HOW TO COMPLETE THIS TASK.
Starting with the line that mentions "Task: Build a", repeat each line verbatim until the entries end, both ends included.

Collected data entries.
-*-

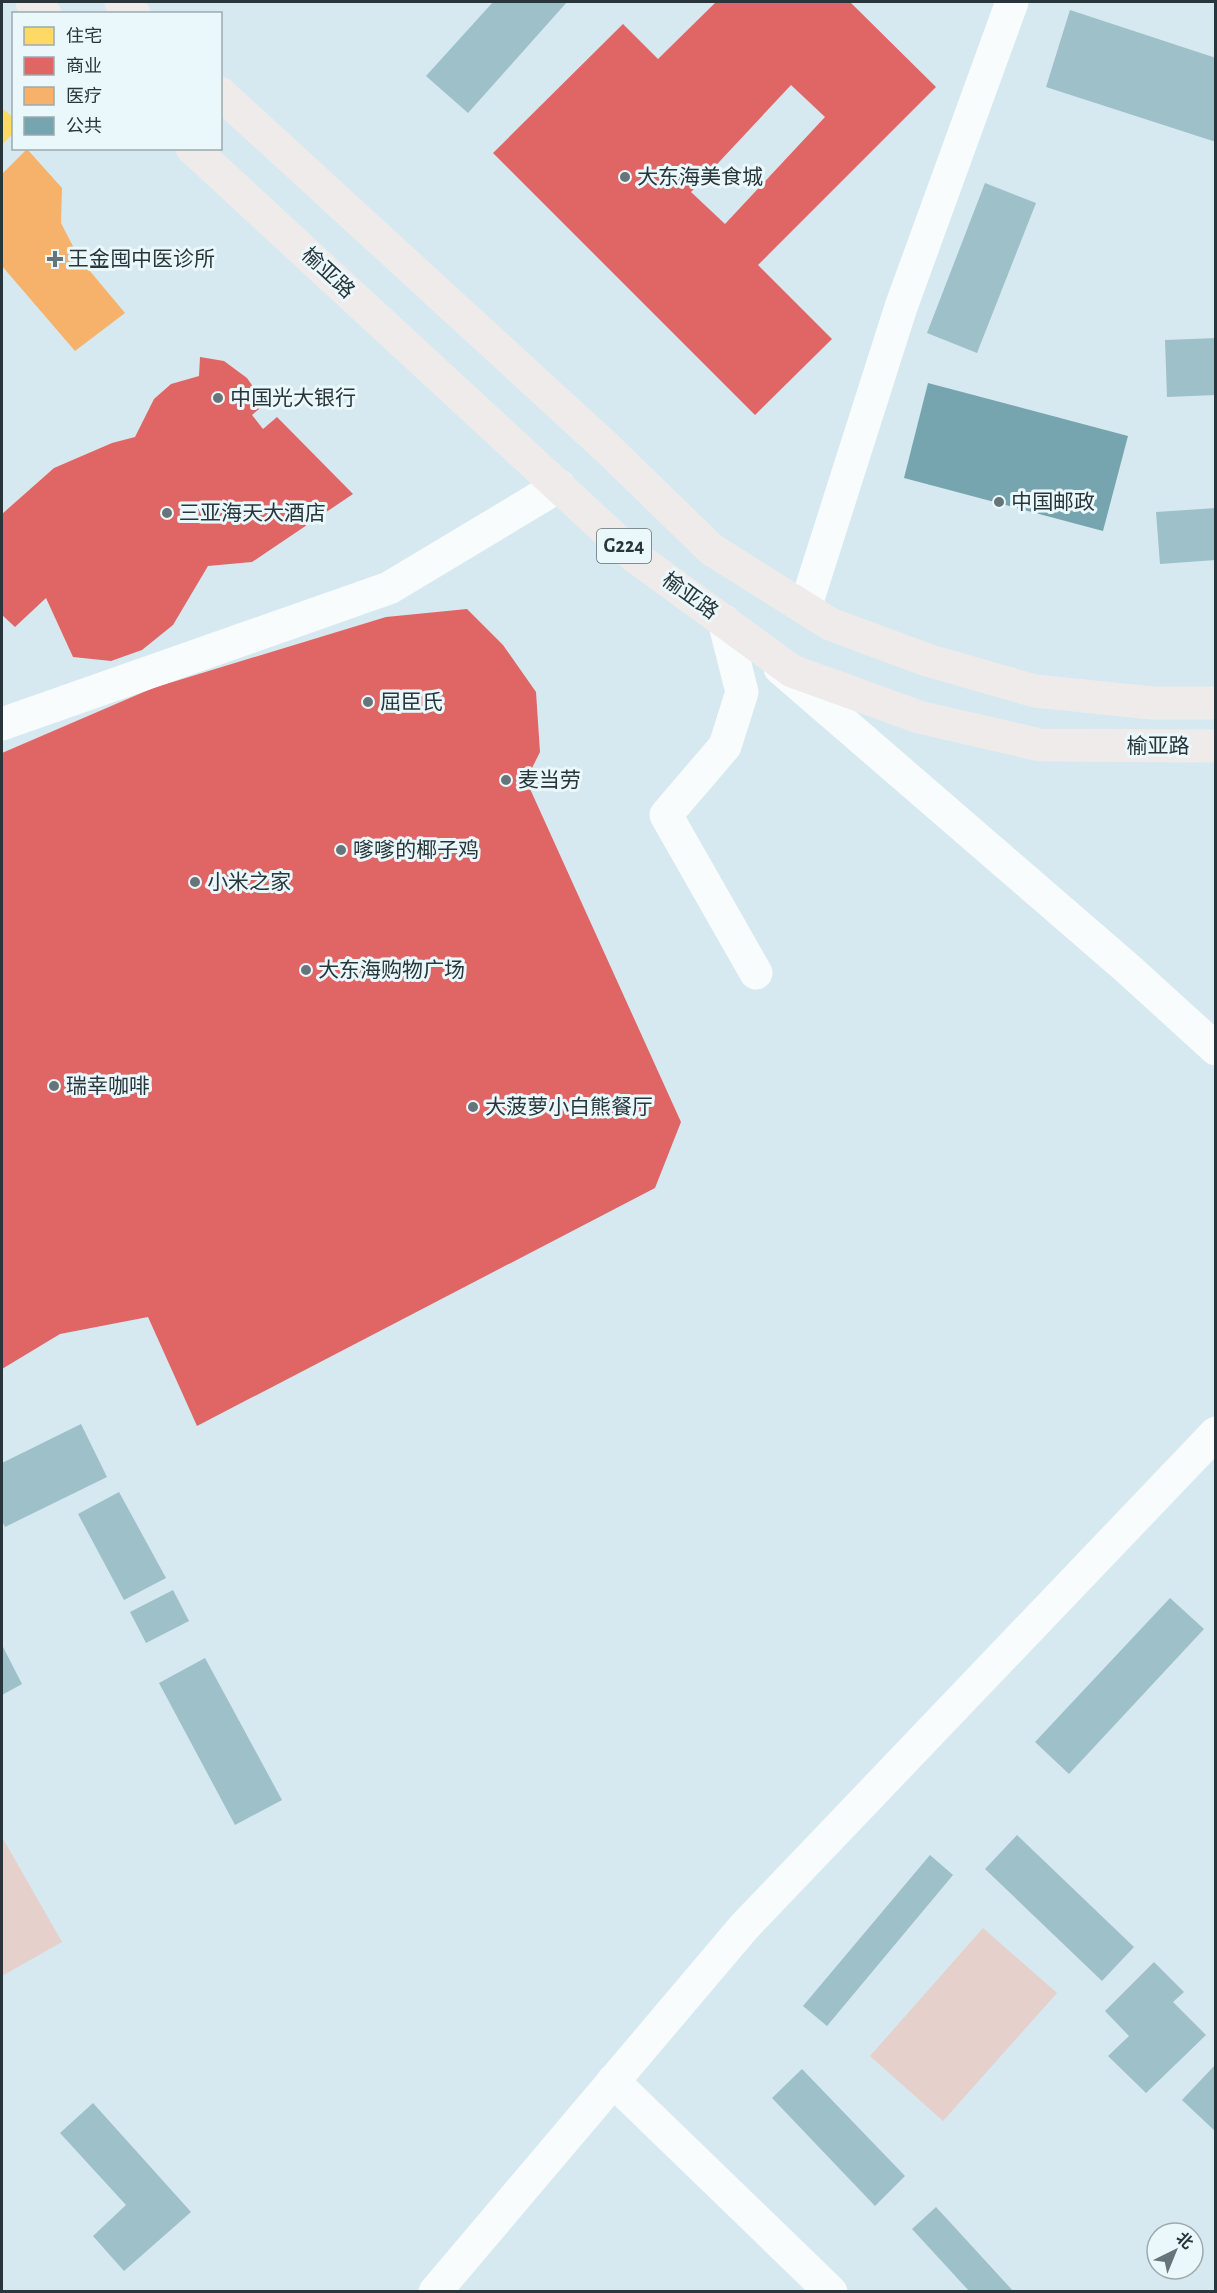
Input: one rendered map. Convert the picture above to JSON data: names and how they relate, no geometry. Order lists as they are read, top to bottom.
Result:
{
  "streets": {
    "highway": ["榆亚路", "G224"]
  },
  "places": {
    "other": [
      "大东海美食城",
      "中国光大银行",
      "中国邮政",
      "三亚海天大酒店",
      "屈臣氏",
      "麦当劳",
      "嗲嗲的椰子鸡",
      "小米之家",
      "大东海购物广场",
      "瑞幸咖啡",
      "大菠萝小白熊餐厅"
    ],
    "health": ["王金囤中医诊所"]
  },
  "legend": [
    "住宅",
    "商业",
    "医疗",
    "公共"
  ],
  "north": "top right"
}
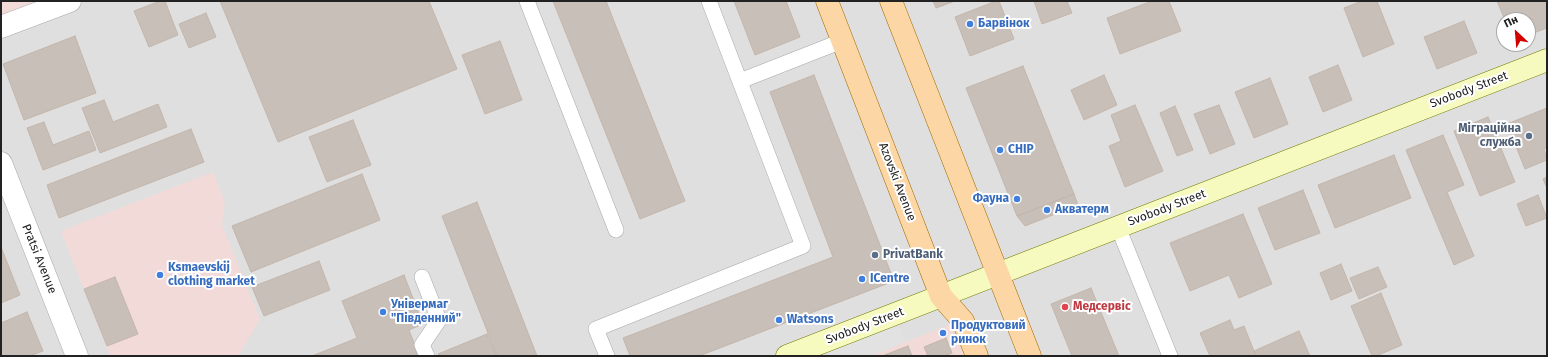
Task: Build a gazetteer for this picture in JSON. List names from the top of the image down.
{
  "streets": {
    "main road": ["Svobody Street", "Azovski Avenue"],
    "street": ["Pratsi Avenue"]
  },
  "crossings": [
    ["Svobody Street", "Azovski Avenue"]
  ],
  "places": [
    "Барвінок",
    "Міграційна служба",
    "CHIP",
    "Фауна",
    "Акватерм",
    "PrivatBank",
    "Ksmaevskij clothing market",
    "ICentre",
    "Медсервіс",
    "Універмаг \"Південний\"",
    "Watsons",
    "Продуктовий ринок"
  ],
  "north": "top left"
}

-*-

SOLUTION.
Task: Build a gazetteer for this picture in JSON. List names from the top of the image down.
{
  "streets": {
    "main road": ["Svobody Street", "Azovski Avenue"],
    "street": ["Pratsi Avenue"]
  },
  "crossings": [
    ["Svobody Street", "Azovski Avenue"]
  ],
  "places": [
    "Барвінок",
    "Міграційна служба",
    "CHIP",
    "Фауна",
    "Акватерм",
    "PrivatBank",
    "Ksmaevskij clothing market",
    "ICentre",
    "Медсервіс",
    "Універмаг \"Південний\"",
    "Watsons",
    "Продуктовий ринок"
  ],
  "north": "top left"
}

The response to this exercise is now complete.